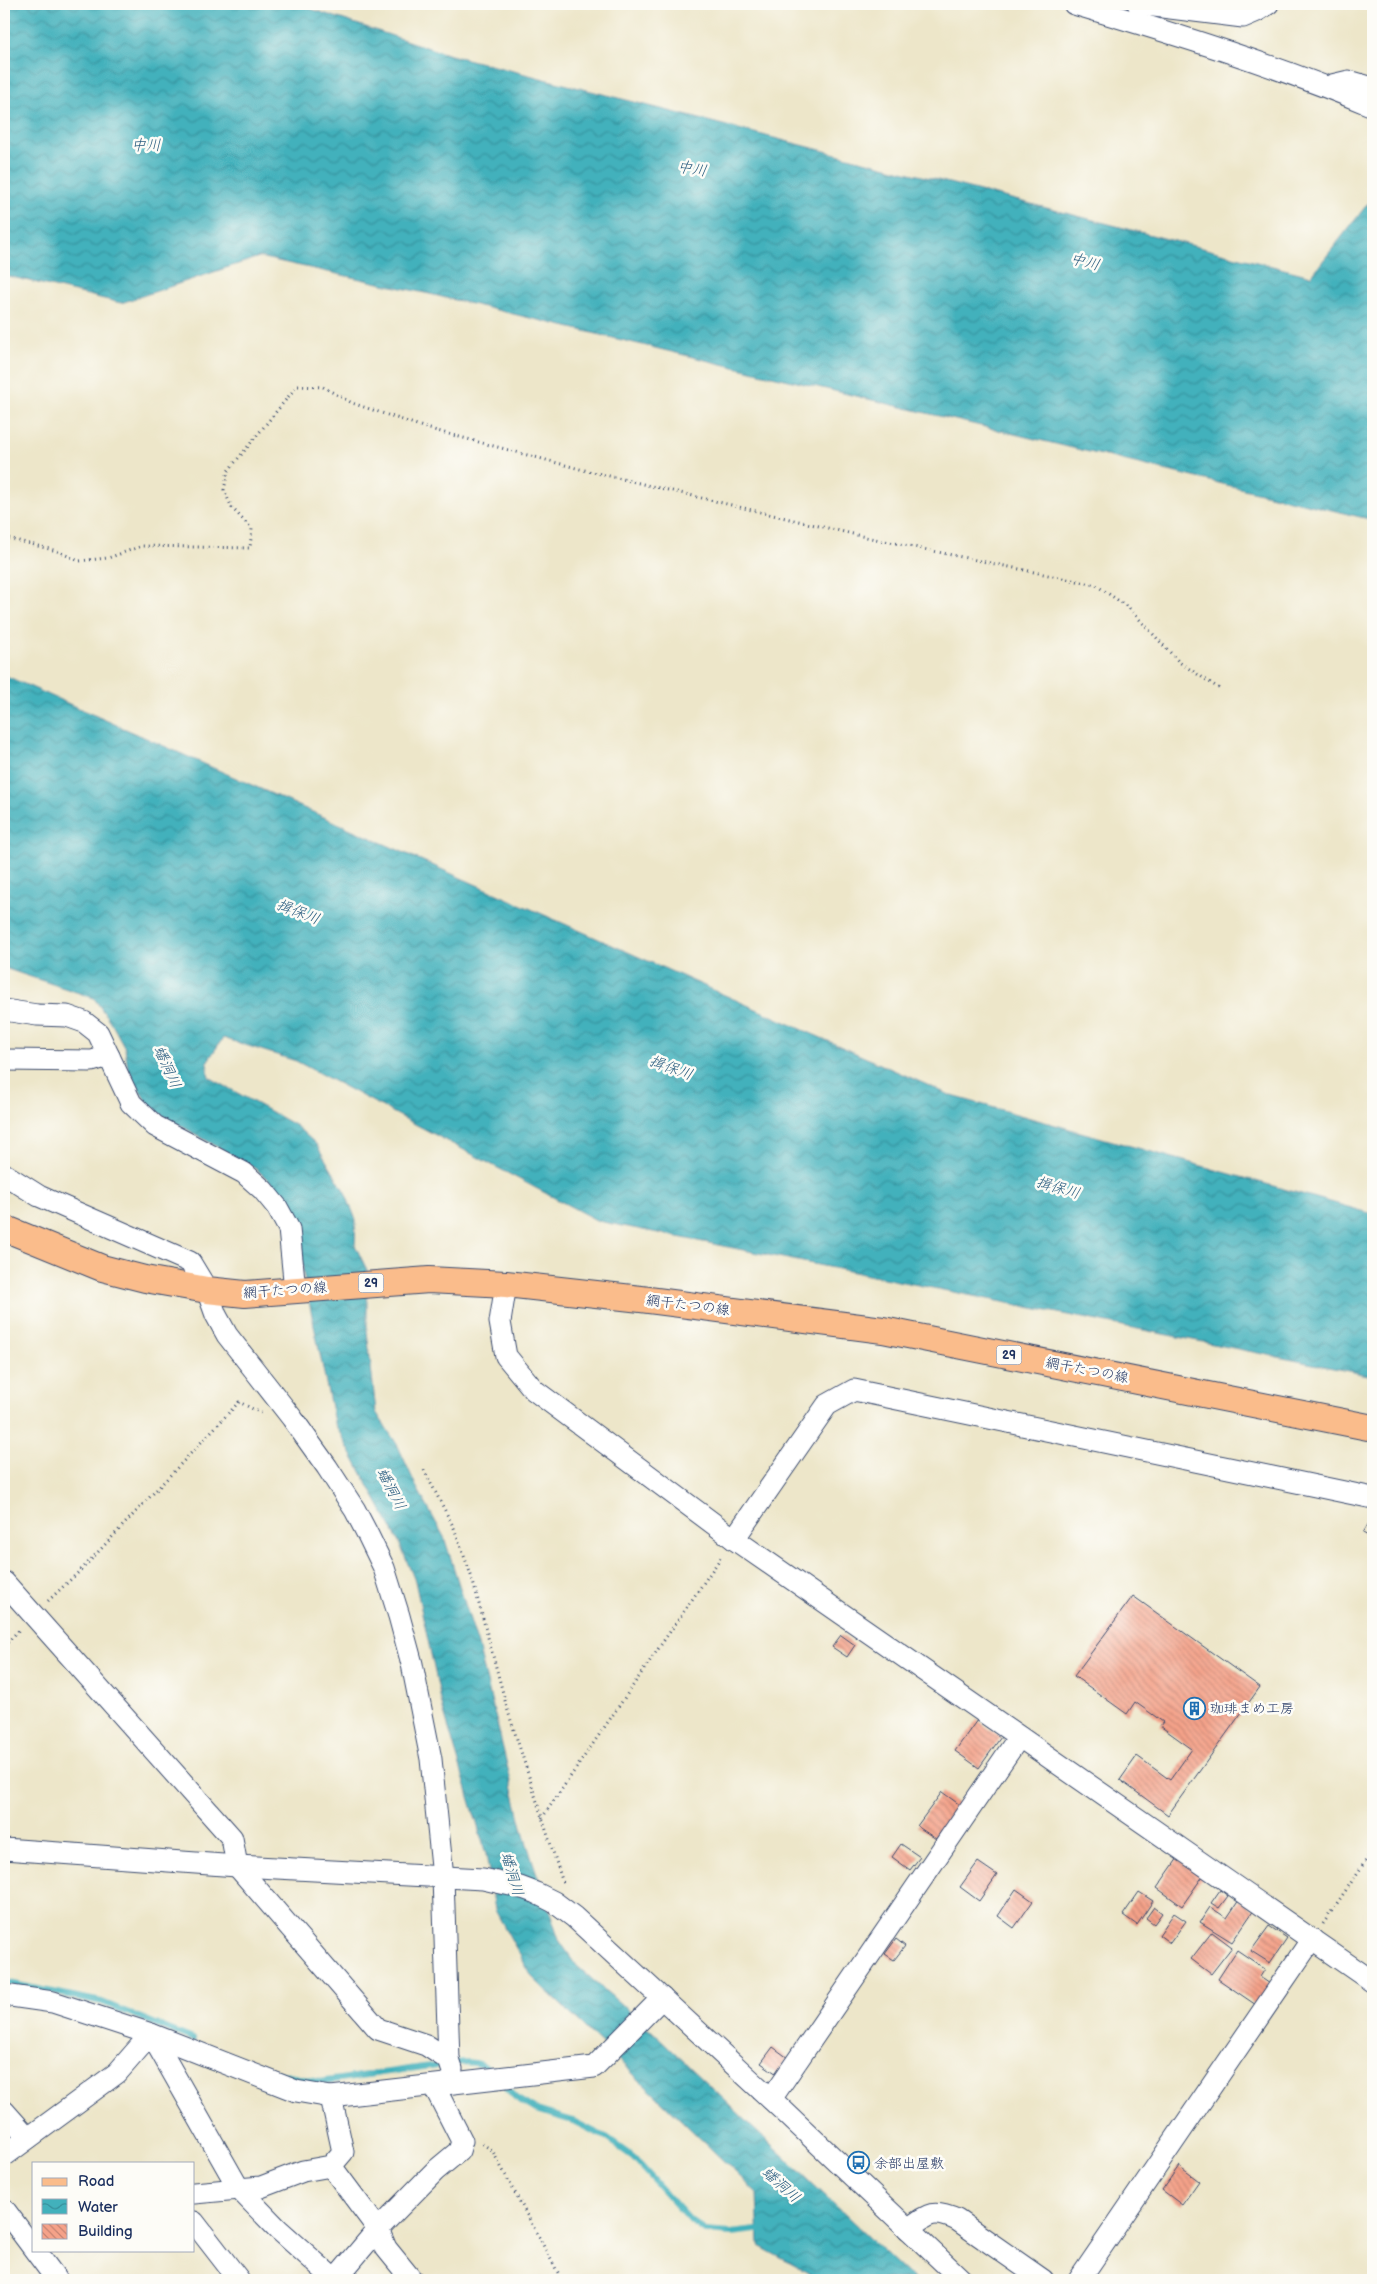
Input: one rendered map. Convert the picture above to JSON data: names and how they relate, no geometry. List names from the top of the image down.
{
  "streets": {
    "main road": ["29", "網干たつの線"]
  },
  "water": ["中川", "揖保川", "蟠洞川"],
  "places": {
    "building": ["珈琲まめ工房"],
    "bus stop": ["余部出屋敷"]
  },
  "legend": ["Road", "Water", "Building"]
}
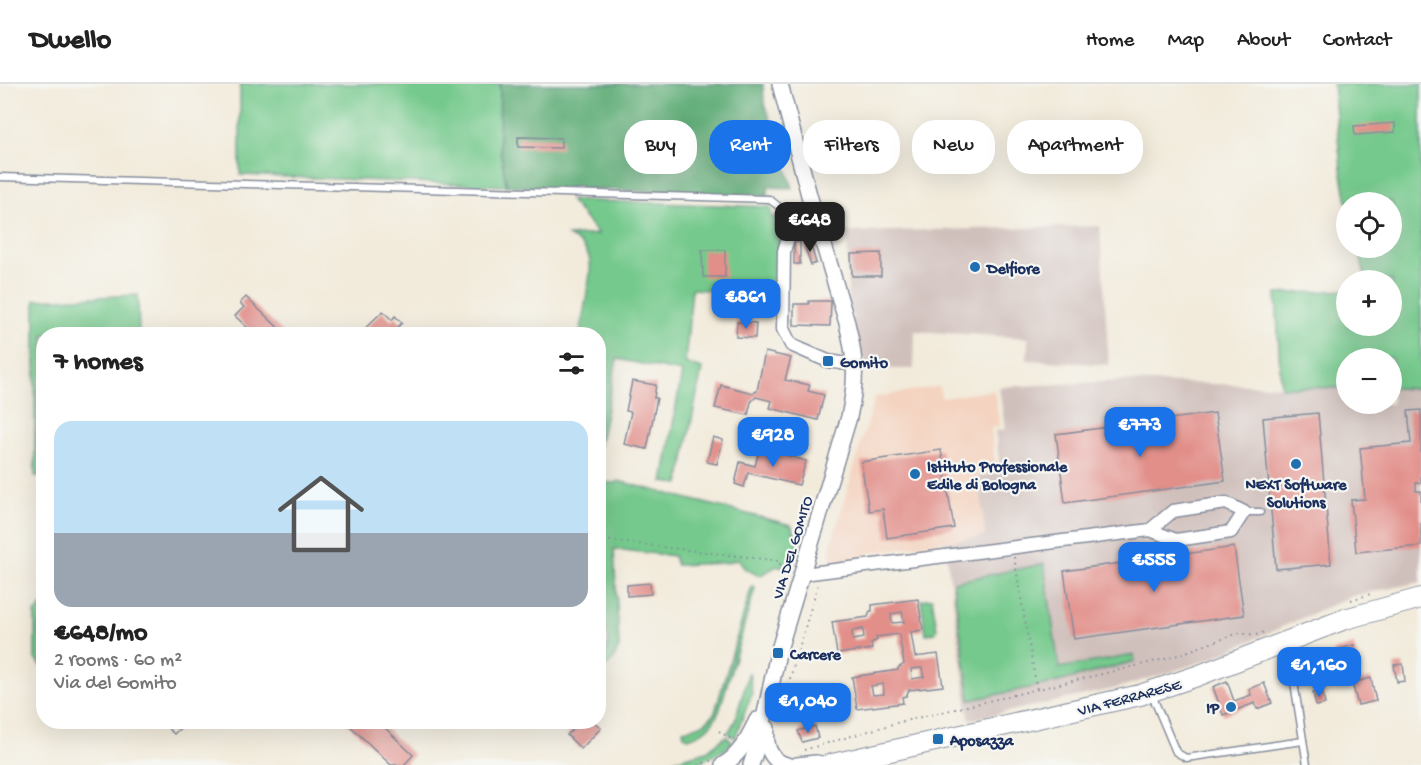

---

Work item: In repeating the entries, exclude the pictures and alter nothing else.

Result of this task:
Input: one rendered map. Convert the picture above to JSON data: names and how they relate, no geometry. List names from the top of the image down.
{
  "streets": {
    "main road": ["29", "網干たつの線"]
  },
  "water": ["中川", "揖保川", "蟠洞川"],
  "places": {
    "building": ["珈琲まめ工房"],
    "bus stop": ["余部出屋敷"]
  },
  "legend": ["Road", "Water", "Building"]
}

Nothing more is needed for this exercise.